Keep the temperature of your room cool. Cooler environments help you be comfortable and will minimise sleep disruption.

 

Your routine

Set an alarm for the same time everyday. This will help your body regulate when it should be active and when it should rest.

One of the most important habits to cultivate is to disconnect about an hour before bed. Get off your gadgets within the hour before sleep so you may get some time to wind down and relax. Lights from the devices can be distracting and suppress the natural production of melatonin. Do some light reading or engage in some pillow talk with loved ones to get your body into a rested state.

 

Your lifestyle

Cultivate the habit of taking some time to exercise at least 20 minutes a day. It doesn’t have to be a full fledged workout, just some light stretching will do just as much for your energy.

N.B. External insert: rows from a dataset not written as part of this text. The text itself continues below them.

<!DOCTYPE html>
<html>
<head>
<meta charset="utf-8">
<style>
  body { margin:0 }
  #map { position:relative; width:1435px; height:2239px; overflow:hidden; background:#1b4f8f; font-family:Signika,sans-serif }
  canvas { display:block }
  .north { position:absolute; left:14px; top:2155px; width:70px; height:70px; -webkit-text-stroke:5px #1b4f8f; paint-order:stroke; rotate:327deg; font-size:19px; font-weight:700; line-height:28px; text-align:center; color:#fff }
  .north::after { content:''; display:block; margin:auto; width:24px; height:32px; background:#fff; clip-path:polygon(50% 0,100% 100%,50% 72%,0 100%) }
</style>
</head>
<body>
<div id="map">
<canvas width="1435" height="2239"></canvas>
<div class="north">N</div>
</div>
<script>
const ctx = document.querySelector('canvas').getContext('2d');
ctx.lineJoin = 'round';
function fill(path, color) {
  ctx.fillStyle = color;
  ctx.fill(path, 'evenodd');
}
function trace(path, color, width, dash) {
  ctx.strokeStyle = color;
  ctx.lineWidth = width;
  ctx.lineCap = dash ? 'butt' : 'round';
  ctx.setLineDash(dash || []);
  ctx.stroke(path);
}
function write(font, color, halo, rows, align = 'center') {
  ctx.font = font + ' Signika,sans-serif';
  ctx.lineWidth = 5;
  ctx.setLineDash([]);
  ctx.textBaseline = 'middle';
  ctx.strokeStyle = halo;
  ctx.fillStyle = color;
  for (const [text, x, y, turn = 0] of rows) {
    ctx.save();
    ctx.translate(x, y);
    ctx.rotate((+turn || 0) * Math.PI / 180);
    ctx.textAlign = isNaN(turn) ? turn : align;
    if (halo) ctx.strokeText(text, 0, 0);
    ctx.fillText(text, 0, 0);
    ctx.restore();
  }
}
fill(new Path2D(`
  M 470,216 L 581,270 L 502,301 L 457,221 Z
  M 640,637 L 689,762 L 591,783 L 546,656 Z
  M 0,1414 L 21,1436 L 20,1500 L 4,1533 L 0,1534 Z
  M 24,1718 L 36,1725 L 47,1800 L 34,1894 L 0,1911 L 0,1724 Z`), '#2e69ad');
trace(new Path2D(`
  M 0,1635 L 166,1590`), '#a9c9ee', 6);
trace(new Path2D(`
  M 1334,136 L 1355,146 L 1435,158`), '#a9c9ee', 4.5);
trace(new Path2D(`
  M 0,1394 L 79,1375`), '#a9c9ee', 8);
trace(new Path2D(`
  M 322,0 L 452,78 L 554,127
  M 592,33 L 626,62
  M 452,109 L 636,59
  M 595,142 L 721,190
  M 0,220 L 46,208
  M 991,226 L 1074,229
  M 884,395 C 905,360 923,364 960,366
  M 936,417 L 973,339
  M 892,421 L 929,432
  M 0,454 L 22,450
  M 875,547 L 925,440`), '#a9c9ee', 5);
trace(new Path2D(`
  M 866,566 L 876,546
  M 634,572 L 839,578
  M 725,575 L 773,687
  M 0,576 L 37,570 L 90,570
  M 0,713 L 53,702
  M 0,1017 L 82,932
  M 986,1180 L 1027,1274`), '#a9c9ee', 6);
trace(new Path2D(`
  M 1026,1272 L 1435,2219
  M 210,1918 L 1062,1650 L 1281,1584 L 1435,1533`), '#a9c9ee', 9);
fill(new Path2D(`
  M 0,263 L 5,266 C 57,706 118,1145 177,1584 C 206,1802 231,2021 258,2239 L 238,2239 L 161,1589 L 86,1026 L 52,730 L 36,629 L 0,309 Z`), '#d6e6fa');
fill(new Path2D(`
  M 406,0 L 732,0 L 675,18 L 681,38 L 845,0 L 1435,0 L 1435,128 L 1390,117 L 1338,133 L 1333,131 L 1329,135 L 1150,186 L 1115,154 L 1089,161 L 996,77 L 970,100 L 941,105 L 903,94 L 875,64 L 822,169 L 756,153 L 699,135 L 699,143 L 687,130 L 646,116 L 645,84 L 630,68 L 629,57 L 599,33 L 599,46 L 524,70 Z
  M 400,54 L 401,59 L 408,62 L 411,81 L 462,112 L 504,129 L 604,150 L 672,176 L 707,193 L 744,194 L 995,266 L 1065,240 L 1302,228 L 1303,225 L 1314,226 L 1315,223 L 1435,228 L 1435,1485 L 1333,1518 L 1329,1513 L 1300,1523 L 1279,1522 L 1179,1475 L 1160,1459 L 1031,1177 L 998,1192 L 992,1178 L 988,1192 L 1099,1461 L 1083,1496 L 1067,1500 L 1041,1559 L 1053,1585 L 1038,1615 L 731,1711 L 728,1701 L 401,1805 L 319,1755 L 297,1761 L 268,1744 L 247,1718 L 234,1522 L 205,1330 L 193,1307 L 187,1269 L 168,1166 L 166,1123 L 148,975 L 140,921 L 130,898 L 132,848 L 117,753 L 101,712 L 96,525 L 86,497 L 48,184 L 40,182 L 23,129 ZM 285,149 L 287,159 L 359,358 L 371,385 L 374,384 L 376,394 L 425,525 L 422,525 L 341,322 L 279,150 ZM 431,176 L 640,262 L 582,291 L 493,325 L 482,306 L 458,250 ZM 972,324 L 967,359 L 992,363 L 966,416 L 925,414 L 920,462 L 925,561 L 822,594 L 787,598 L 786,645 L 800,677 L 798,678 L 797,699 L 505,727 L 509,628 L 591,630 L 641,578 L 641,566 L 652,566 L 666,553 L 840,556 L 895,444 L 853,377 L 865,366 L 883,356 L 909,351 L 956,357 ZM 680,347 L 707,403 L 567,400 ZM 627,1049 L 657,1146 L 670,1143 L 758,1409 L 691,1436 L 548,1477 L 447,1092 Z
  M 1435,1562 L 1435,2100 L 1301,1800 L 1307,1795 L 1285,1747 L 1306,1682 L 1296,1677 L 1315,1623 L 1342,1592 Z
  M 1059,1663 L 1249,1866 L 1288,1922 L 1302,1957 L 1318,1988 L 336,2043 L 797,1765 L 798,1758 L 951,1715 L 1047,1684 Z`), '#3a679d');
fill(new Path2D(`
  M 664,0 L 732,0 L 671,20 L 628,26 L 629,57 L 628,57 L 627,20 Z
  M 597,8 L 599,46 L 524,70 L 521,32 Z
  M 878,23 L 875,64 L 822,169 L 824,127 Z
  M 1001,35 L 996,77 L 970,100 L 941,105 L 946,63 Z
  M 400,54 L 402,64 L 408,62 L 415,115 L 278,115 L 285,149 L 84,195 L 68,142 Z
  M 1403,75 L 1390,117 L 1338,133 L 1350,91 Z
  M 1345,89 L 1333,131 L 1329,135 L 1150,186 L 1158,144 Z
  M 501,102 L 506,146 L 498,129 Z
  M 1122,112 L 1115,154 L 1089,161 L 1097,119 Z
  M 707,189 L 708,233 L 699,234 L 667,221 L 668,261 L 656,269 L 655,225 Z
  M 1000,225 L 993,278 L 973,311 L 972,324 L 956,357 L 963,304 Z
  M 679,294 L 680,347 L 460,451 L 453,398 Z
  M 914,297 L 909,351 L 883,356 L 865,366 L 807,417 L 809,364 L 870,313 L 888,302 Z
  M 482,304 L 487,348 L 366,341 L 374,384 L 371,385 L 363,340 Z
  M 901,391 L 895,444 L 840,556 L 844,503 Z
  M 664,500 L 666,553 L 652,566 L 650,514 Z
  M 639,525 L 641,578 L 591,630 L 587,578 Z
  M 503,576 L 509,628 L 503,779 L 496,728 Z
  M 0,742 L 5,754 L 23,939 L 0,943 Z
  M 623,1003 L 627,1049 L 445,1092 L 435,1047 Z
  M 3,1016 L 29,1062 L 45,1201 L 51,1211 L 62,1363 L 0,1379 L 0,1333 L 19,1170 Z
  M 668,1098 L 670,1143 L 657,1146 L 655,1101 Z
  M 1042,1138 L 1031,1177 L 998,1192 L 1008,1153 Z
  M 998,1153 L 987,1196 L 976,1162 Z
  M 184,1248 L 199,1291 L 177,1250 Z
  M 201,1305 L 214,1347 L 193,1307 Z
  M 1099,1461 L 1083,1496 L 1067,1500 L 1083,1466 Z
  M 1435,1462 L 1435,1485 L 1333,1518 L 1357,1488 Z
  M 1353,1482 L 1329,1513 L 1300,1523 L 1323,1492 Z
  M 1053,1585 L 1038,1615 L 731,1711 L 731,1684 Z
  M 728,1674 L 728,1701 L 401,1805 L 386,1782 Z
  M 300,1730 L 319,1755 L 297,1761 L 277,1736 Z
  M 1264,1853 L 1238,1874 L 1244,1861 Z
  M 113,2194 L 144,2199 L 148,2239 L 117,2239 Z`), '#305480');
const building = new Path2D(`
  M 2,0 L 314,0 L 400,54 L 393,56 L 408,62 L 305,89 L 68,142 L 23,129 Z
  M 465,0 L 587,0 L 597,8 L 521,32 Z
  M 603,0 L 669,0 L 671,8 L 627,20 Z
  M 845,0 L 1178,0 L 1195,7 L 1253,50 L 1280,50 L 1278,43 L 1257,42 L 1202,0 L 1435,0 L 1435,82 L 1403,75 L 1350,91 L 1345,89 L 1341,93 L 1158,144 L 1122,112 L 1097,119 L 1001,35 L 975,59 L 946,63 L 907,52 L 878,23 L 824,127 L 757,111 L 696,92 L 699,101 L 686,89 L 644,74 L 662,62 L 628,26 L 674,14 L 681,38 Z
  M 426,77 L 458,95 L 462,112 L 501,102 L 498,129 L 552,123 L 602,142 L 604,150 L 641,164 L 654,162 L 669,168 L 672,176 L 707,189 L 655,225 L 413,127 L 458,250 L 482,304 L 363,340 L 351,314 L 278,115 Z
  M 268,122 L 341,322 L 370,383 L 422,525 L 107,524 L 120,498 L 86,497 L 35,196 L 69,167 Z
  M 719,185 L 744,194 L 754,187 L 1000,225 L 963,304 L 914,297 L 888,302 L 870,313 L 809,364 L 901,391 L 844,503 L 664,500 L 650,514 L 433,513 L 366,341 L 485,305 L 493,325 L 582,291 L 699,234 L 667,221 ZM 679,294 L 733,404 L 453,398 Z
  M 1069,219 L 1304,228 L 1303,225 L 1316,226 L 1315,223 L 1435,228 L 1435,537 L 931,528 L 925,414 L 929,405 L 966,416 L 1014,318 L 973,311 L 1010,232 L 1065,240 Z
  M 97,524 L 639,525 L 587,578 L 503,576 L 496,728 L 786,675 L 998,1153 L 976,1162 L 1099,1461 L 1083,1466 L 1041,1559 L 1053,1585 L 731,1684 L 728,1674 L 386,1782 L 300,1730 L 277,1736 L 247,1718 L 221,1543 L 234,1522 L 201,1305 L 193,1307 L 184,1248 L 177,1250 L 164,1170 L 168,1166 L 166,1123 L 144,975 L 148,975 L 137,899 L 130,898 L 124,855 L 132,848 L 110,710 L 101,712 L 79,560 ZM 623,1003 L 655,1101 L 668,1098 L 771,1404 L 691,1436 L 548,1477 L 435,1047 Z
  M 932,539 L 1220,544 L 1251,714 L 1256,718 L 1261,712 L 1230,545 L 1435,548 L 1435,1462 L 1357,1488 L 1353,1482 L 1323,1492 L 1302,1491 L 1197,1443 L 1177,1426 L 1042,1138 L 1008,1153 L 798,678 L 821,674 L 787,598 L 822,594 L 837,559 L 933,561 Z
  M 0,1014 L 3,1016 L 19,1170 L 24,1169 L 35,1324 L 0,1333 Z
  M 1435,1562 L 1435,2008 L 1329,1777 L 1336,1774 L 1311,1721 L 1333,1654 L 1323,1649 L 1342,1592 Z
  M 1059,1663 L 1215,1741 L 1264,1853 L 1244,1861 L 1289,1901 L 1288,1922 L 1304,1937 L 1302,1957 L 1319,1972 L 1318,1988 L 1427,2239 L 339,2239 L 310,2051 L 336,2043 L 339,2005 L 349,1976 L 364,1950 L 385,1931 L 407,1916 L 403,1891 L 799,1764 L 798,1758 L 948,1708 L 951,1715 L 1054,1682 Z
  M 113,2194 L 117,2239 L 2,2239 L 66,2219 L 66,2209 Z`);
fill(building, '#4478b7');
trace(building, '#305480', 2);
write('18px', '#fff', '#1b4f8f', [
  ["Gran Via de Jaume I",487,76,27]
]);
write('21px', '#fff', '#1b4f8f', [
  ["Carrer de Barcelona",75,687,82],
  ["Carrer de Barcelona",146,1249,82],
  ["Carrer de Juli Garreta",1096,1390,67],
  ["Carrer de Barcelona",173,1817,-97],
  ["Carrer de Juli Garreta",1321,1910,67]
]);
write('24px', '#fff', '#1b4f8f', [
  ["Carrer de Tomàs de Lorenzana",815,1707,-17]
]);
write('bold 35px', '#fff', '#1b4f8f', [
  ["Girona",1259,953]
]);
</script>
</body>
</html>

Did you know that caffeine and alcohol can be a cause for sleep disruption? It is advised that you limit caffeine after 2pm as it promotes jolts of energy throughout the day so it can be disruptive if you consume it later in the day. Alcohol, which most people assume can help with sleep, actually affects the quality of the sleep. Hence, it’s best to avoid it within the hour before bed.

It is highly recommended that you have your dinner earlier in order for you to get sleep easily. It can be harder to sleep when your body is still digesting dinner. So avoid having late night meals and if you’re craving for a snack, opt for something light like some yoghurt with berries drizzled with Coconut Nectar or some mixed nuts.

 

There will always be something that needs our attention and sometimes some thoughts will keep us awake. When it comes to prioritising our sleep, it’s best to leave the worries of the day behind and focus on resting. Whatever that you need to manage, can be addressed the next day.

We should always remember that as vital as it is to keep our body active to stay healthy, it is also important to give it the much-needed rest it needs. Have a peaceful sleep tonight!